Ich saß in meiner neuen Klasse, überprüfte das neue Fleisch, und es gab ein paar Mädchen in der Klasse, bei denen ich mich selbst ins Bett gehen sah. Der Professor sprach vorne im Raum, aber niemand achtete darauf, sie dachten wahrscheinlich alle dasselbe: Wie komme ich in diese Hose? Da fiel mir Kelley auf. Kelley sah aus, als wäre sie 21 Jahre alt, abgesehen von ihren perfekten Brüsten war sie wirklich schlank. Das Hemd, das er trug, sah nicht so aus, als hätte es genug Stoff, um es zu bedecken, aber es war so eng um seine Brust drapiert, dass die monogrammierte Mona Lisa wie eine stämmige Frau mit sehr breiten Schultern aussah. Ich konnte nicht umhin, darüber nachzudenken, wie diese Brüste aussehen würden, ohne dass sich das kränklich fettleibige Kunstwerk darüber erstreckte. Meine Augen schossen zu ihren Hüften, die aussahen, als würden sie gleich aus ihrer Jeanshülle herausspringen. Er beugte sich ein wenig vor, gerade genug, dass ich den hellgrünen Tanga unter seiner etwas zu engen Hose sehen konnte.
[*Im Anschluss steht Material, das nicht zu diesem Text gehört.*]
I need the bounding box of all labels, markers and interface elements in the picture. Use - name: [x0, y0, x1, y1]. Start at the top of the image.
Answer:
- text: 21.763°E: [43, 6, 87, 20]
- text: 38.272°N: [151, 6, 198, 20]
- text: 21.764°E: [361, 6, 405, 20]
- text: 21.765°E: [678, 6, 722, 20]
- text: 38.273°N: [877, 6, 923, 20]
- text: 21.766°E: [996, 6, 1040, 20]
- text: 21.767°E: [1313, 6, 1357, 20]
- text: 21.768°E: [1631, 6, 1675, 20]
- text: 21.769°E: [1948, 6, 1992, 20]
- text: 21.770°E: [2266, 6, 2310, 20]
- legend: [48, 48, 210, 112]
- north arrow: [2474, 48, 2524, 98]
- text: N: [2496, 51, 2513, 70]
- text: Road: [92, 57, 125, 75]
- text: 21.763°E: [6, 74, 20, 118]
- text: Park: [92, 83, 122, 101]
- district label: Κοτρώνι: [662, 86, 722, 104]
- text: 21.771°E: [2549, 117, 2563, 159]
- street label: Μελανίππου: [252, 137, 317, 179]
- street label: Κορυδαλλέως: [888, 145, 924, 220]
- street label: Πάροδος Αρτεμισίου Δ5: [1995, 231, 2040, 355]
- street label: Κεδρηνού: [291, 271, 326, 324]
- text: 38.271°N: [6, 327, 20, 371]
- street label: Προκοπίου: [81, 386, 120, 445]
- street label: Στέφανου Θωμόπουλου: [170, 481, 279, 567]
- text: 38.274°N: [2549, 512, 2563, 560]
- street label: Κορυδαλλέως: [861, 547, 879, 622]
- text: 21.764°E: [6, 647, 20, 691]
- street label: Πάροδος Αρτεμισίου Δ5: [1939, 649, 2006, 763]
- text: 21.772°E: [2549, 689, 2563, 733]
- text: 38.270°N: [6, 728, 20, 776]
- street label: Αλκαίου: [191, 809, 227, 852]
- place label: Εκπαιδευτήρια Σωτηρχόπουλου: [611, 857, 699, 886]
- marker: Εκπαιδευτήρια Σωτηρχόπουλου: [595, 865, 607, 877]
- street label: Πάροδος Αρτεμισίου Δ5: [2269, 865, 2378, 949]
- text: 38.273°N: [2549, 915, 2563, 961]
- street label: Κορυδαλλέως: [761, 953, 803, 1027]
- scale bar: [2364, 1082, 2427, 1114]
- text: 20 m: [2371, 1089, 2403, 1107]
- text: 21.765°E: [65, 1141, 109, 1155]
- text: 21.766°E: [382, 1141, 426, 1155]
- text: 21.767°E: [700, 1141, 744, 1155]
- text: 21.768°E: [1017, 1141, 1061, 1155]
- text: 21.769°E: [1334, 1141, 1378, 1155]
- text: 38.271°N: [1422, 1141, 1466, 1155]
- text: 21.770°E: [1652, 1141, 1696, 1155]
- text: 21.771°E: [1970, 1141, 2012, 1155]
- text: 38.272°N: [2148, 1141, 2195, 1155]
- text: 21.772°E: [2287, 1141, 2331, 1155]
Ich starrte sie während des Unterrichts an, ihre hüpfenden Brüste, als sie sich an ihren Sitz gewöhnte, und ihren Tanga, als sie sich bückte, um ein Buch aus ihrer Tasche zu ziehen. Die ganze Klasse stellte ich mir vor, wie sie meinen harten Schwanz zwischen ihre riesigen Brüste gleiten ließ und mich anflehte, ihre Muschi zu blasen. Ich stellte mir vor, wie es sich anfühlt, meine Ladung Sperma über meine Brüste und mein Gesicht zu spritzen. Ich bat ihn, es von mir zu saugen, meinen Schaft zu lecken und ihm zu sagen, dass seine Fotze ihn darum bettelte.
Am Ende des Unterrichts hatte ich mich so verrückt gemacht, dass ich wirklich nicht aufstehen wollte, aus Angst, allen in der Klasse zu zeigen, dass ich ein Fehler von der Größe der meisten Menschen war. Ich schlug wirklich unter meinen dicken Mantel, so viel ich konnte, und versuchte, ihn auszuziehen. Nachdem ich ungefähr fünf Minuten lang versucht hatte, meinen Schwanz zu beruhigen, beschloss ich, dass es an der Zeit war, etwas dagegen zu unternehmen. Ich ging ins Badezimmer und stieg so schnell ich konnte in eine Kabine.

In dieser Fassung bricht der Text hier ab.